We fixed the scrolling and the mobile layout

The games should now sit properly on screen when you start them, especially on phones. Here is what was broken and how we fixed it.

For a while now, starting a game on Pokédle felt like the wrong kind of puzzle. You clicked into Draw That Pokémon or the gym reveal, the page loaded, and then you had to scroll down to find the actual game. On a phone it was worse. The canvas or the cards were so big that the title and instructions above the game got pushed off the screen. You would start guessing before you had even read the prompt.

That is not how a daily game should feel. A daily game should appear, ready to play, the moment the page loads. So we spent some time on the layout and the scroll behaviour. This post is a quick rundown of what changed and why.

The scroll problem

The issue was simple.

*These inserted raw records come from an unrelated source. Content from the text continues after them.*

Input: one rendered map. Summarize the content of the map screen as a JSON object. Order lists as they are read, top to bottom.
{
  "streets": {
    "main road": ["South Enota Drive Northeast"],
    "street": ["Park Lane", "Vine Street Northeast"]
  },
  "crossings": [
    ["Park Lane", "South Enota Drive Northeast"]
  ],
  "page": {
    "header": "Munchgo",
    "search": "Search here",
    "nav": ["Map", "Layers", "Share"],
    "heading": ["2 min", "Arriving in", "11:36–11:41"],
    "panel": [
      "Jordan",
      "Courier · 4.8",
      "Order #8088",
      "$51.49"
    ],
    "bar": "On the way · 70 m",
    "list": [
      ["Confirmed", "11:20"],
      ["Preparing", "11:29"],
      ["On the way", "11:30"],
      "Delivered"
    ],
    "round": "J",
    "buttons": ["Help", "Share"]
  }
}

When you opened a game page, the browser stayed at the top of the page. The game itself was below the fold, so you had to scroll down to center it on your screen. It was only one scroll, but it was one scroll every single time you played.

Our first attempt was to call the browser's scroll-into-view function and center the game area. That worked on some pages, but it was not reliable. On a direct page load, the browser sometimes reset the scroll position after hydration, which shoved the game back out of view. It also did not account for the sticky header at the top of the page, so the game title could end up hiding underneath it.

The mobile problem

On a small screen the games were simply too large. The drawing canvas was the worst offender. It took up so much vertical space that the prompt text, the timer, and the submit button could not all be visible at once. You had to choose between reading the Pokémon name and seeing the canvas, which is not a choice a player should have to make.

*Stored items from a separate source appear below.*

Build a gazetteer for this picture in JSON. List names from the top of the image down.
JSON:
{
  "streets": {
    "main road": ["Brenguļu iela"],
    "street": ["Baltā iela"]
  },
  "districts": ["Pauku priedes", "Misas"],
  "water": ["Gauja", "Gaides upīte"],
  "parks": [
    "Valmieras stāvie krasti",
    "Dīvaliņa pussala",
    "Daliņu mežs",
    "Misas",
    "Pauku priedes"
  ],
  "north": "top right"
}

The other games had the same issue to different degrees. The gym reveal had four Pokémon cards that pushed the heading out of view. The zoom and cry games had large interactive panels that left no room for the intro text. The page felt cramped, not compact.

What we changed

We replaced the basic scroll-into-view with a smarter approach. The game page now measures the height of the sticky header and scrolls the game title to sit just underneath it. That means the heading and the instructions are always visible, and the game starts right below them. We also added a small retry with a delay so the positioning works even when the browser resets things after hydration.

On mobile, we tightened the spacing around the game area and reduced the size of the drawing canvas. The canvas is now smaller on phones but still large enough to draw comfortably. On bigger screens it expands back to the previous size. The same responsive idea applies to the other games. Less padding, smaller gaps, and the game board takes only the space it actually needs.

Why this matters

A daily puzzle is supposed to be a tiny ritual, not a navigation exercise. The fewer taps, pinches, and scrolls between you and the answer, the better the game feels. These changes are small, but they remove a constant low-level annoyance that happened every time anyone played.

They also make the games easier to discover. A friend can send you a link, you open it on your phone, and the game is already framed correctly on your screen. That first impression is worth a lot.

What is still coming

We pulled the ad placeholders out for now. They will come back later, but only in spots that do not push the game out of view or add extra scrolls. Layout first, ads second.

We will also keep testing on a range of phone sizes. Screens keep changing, and the goal is the same for all of them: open the page, read the prompt, play the game. No scrolling required.